Volgens zoölogen zijn de meeste ijsberen slecht aangepast voor de jacht op het land. Dieren kunnen bijvoorbeeld door een nestelende kolonie witte ganzen gaan, maar ze grijpen nooit een enkele vogel en vernietigen een enkel nest.
Zeedieren met vinpotigen
IJsberen leven op drijvend en snel ijs, zee-ijs, waardoor ze op verschillende zeedieren kunnen jagen - ringelrobben, walrussen en baardrobben, evenals enkele anderen. Pinnipeds vormen het hoofdvoedsel van deze polaire roofdieren.
Beren vangen zeedieren, sluipen geleidelijk op hun prooi van achter dekking, en bewaken ook in de buurt van hun holen. Zodra een zeehaas of zeehond zijn kop uit het water steekt, verdooft de ijsbeer het dier en geeft hij een verpletterende slag met zijn poot. Daarna kan het roofdier zijn prooi alleen op het ijs trekken. Er zijn gevallen waarin een ijsbeer, die van onderaf naar boven zwom, een ijsschots met zeehonden omver wierp.
Volgens zoölogen eten roofdieren ten eerste de huid en het reuzel en eten de rest alleen als er ernstige honger is - meestal gaan de overblijfselen van het berenmeel naar de poolvossen.
Vogels en knaagdieren
Vaak vangen beren zeevogels - ze grijpen snel hun prooi, nadat ze eerder onmerkbaar naar de kudde onder water waren gezwommen. Meestal jagen ijsberen op deze manier op eidereenden, zeekoeten, langstaarteenden en enkele andere vogels, afhankelijk van hun leefgebied. Beren houden er ook van om zich tegoed te doen aan vogeleieren, hun weg te vinden naar nestplaatsen en ze te verpesten, terwijl ze tegelijkertijd de gevallen kuikens oppakken.
Roofdieren die in de poolarchipel van Spitsbergen leven, raken de wilde herten die in de buurt grazen vaak niet aan en tonen er weinig of geen interesse in.
IJsberen die op de kusttoendra leven, jagen vaak op noordelijke woelmuizen, de zogenaamde lemmingen.
Plantaardig voedsel in het dieet van ijsberen
Een vrij klein deel van het dieet van poolroofdieren bestaat uit verschillende componenten van plantaardige oorsprong. Bijna alle ijsberen gebruiken ze echter van tijd tot tijd om hun voorraad vitamines en andere voedingsstoffen aan te vullen. Volgens zoölogische wetenschappers hebben roofdieren soms zelfs een dringende behoefte aan verschillende plantaardige voedingsmiddelen. In de regel consumeren ze in de herfst graag bessen (bosbessen, kraaienbessen en zelfs veenbessen), granen en zeggegroenten, verschillende wilde planten, zoals zuring, evenals mossen en korstmossen.
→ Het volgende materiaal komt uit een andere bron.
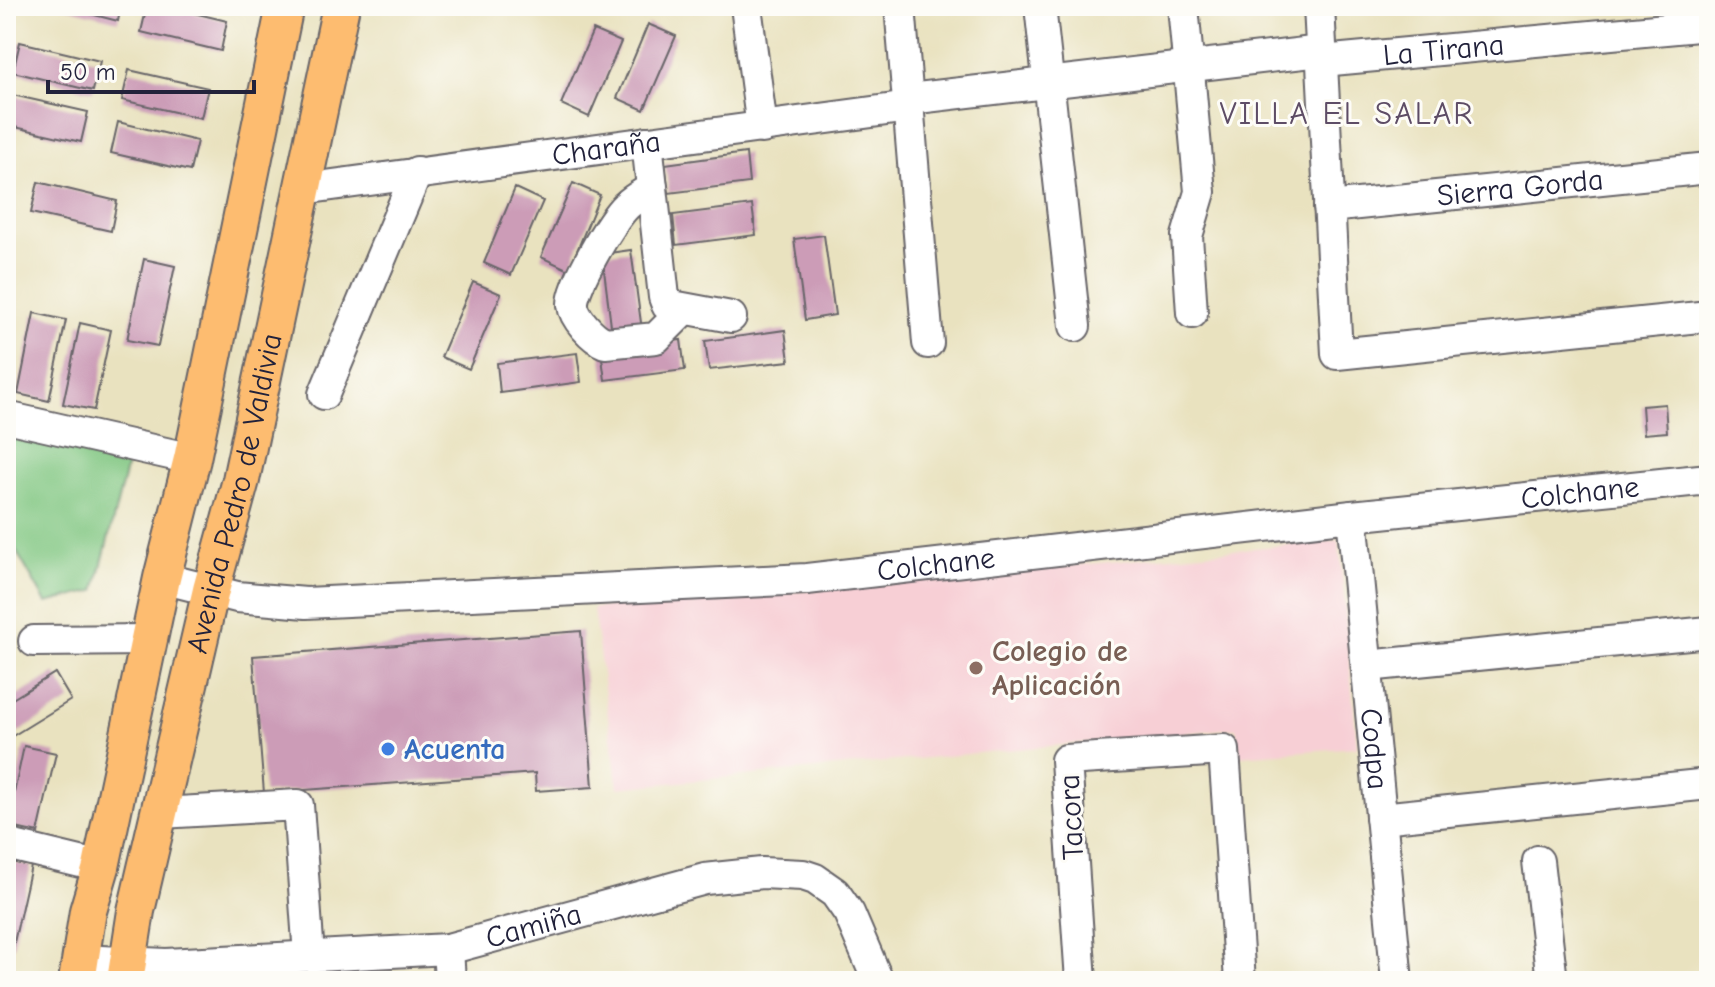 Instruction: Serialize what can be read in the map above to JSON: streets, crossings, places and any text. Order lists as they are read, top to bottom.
{
  "streets": {
    "main road": ["Avenida Pedro de Valdivia"],
    "street": [
      "La Tirana",
      "Charaña",
      "Sierra Gorda",
      "Colchane",
      "Codpa",
      "Tacora",
      "Camiña"
    ]
  },
  "crossings": [
    ["La Tirana", "Charaña"],
    ["Charaña", "Avenida Pedro de Valdivia"],
    ["Colchane", "Avenida Pedro de Valdivia"],
    ["Colchane", "Codpa"],
    ["Avenida Pedro de Valdivia", "Camiña"]
  ],
  "districts": ["VILLA EL SALAR"],
  "places": ["Colegio de Aplicación", "Acuenta"],
  "scale_bar": "50 m"
} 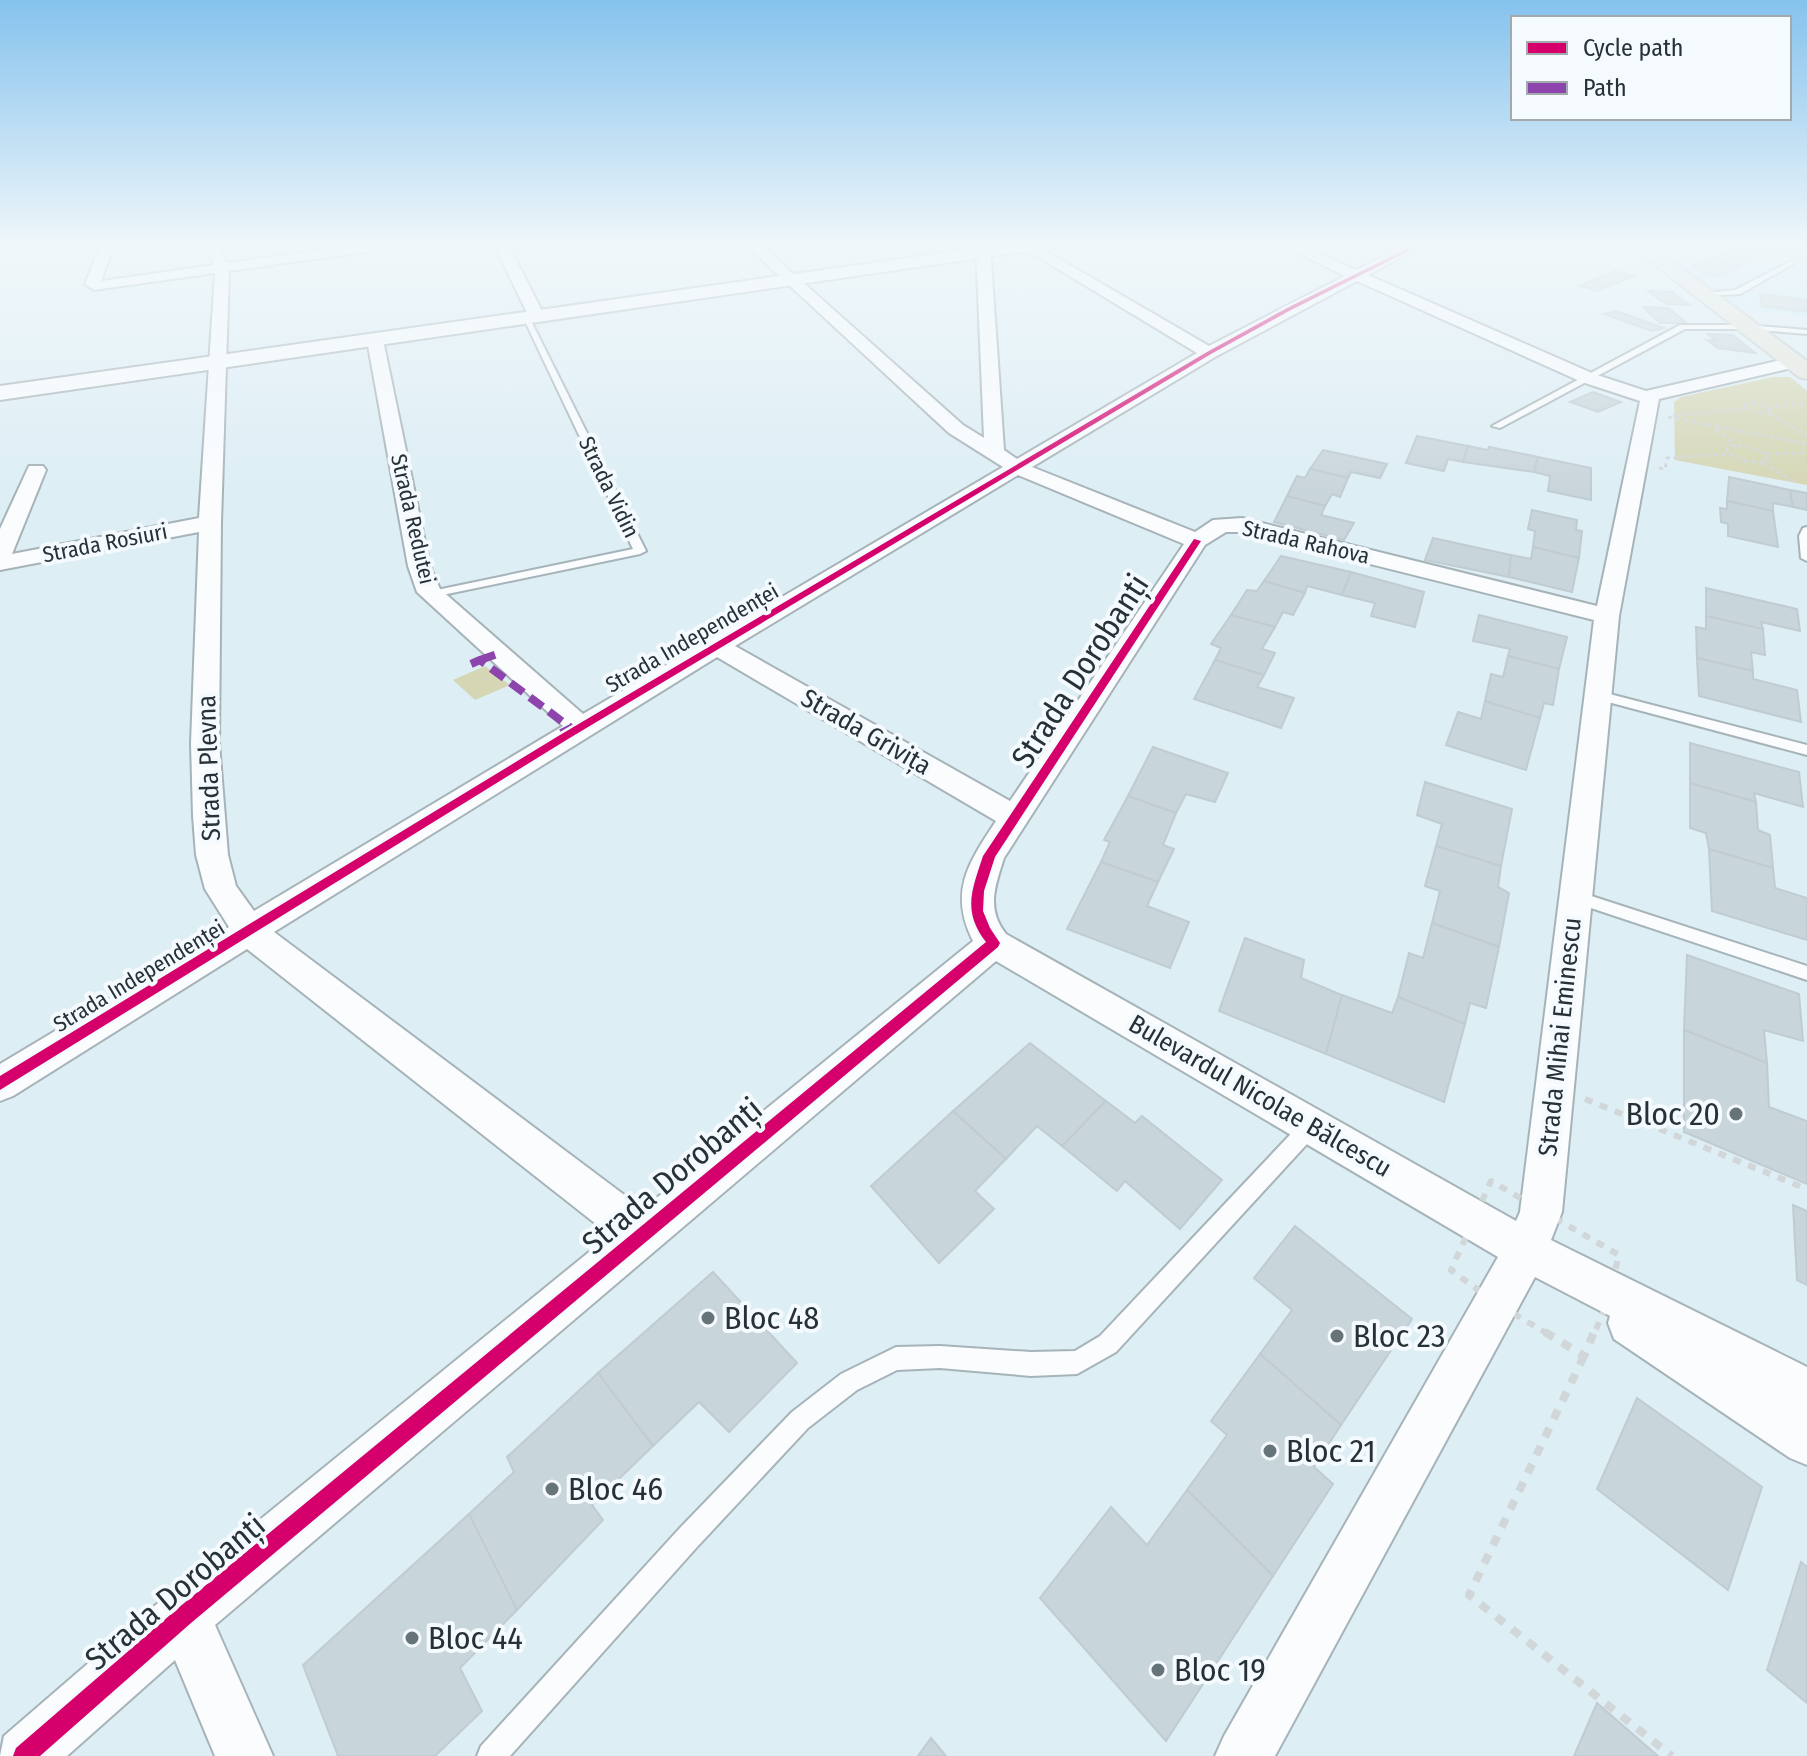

Het is ook bekend dat beren tussen maart en april naar sneeuw kunnen graven om daar scheuten van poolwilg en zegge te vinden. Zo proberen roofdieren het gebrek aan vitamines en mineralen goed te maken, geloven wetenschappers.
Er is ook waargenomen dat ijsberen kelp, fucus en ander zeewier kunnen eten dat door de zee aan de kust wordt gegooid. En sommige van de beren die op Spitsbergen leven, duiken periodiek in een poging om dergelijk voedsel te vinden.
Atypisch eten
De laatste tijd zijn er steeds meer verwijzingen naar het feit dat ijsberen, die zich in de buurt van nederzettingen bevinden, een verscheidenheid aan oneetbare items eten, tot zeildoek en machineolie. Ze worden echter niet onverschillig gelaten door de voedselvoorziening die door mensen wordt gemaakt. Ze eten roofdieren en voedsel dat door mensen is achtergelaten voor honden, evenals aas dat zich in poolvossenvallen bevindt. In sommige gevallen kunnen beren zelfs eten op vuilnisbelten aan de rand van nederzettingen. Helaas kunnen wilde dieren door dergelijke gewoonten sterven - er worden steeds meer van dergelijke gevallen geregistreerd.